European agriculture is under enormous pressure to achieve the level of sustainability envisaged by EU initiatives such as the Green Deal and the Farm to Fork strategy. Meanwhile, the international crisis in Ukraine also reminds us that we need to make our food system more resilient to shocks. Data-driven policy and regulation will be essential to enable a shift in our agricultural systems.
Making our food system more robust and sustainable while improving quality may sound like a contradiction, but the common market can actually be leveraged to achieve this goal through a range of measures that support farmers, keep things affordable for citizens, and improve our food system's sustainability. Across the food production landscape, more than 6.3 million CAP payers each have enormous potential to deliver customized ecological benefits with EU support.
To achieve this, we need a more dynamic regulatory approach. Simply put, we need technology that enables data-driven policy. Data on economics and the environment are already available and sustainability data will be added to future FSDN databases. SAS software can help create a fast and partially automated eligibility process.
Eye in the sky
Classification modeling based on satellite imagery is one approach to establishing a technology-driven regulatory framework. Sentinel II images, funded by the EU, can be used to recognize agricultural outcomes. SAS provides deep learning technology that helps to achieve even greater success in classifying the type of agriculture and farming activity.
We do this by using a recurrent multilayered neural network that reveals more details about the complex spectral, spatial and temporal patterns that distinguish different farm landscapes. Such a model can not only determine agricultural activity on the ground but even improve it further as more data is fed into the prediction system.
It would be a great idea for the European Commission to deploy this technology-inspired "eye in the sky." A data-driven regulatory framework can provide a lightweight and scalable shield for the common market. Take, for example, the Land Parcel Identification System (LPIS) – which codes plots of agricultural land eligible for subsidies. Each image contains knowledge pixels as fine as resolution allows. Algorithms can be trained to recognize these pixels as land-use types and pinpoint specific farming practices by iterative modeling.
The challenge with any incentive scheme is to ensure that it has the best impact per euro invested. Take the example of a large government institution in the U.S. that made national headlines after a high-profile procurement fraud incident. Senior management naturally wanted to investigate how it could have happened and whether it was an indication of a larger problem. SAS consultants, therefore, analyzed all payments, invoices and orders across the enterprise for the past three to four years – including 17,800 suppliers, 25,000 employees and 700,000 payments.
The same threat persists with expanded CAP subsidies and is more difficult to track without technology. The many approaches to promoting sustainable farming require more tracking and feedback than static regulations or manual intensive reporting can deliver. That’s why we need to strengthen technology-based assessments by training computers to quickly see what regulators need to know. Analytical models can be used to verify these myriad effects.

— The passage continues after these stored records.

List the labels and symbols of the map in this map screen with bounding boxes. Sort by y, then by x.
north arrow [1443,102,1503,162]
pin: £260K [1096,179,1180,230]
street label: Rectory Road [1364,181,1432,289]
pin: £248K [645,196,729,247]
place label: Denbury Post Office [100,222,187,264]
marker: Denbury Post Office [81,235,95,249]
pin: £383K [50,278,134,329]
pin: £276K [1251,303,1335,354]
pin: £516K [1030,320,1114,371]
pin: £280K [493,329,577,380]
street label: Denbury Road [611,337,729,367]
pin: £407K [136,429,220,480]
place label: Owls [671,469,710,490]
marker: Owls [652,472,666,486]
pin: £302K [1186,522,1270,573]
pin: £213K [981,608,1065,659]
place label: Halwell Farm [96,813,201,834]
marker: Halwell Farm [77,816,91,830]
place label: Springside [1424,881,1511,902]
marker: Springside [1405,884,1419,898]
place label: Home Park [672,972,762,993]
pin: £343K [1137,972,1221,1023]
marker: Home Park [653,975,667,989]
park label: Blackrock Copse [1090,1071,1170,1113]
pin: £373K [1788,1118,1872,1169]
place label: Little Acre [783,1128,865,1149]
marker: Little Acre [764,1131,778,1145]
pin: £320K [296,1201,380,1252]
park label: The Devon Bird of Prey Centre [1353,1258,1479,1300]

In conclusion, using data and analytics for technology-driven regulation can help us achieve the goal of the Green Deal: ecological regeneration while securing a future for our EU food systems. Europe’s future looks bright when the common market works effectively with the agricultural landscape to deliver the cost-effective benefits that only climate-smart farming can bring. The EU has a unique chance to set a standard for the rest of the world as we move towards an interdependent future.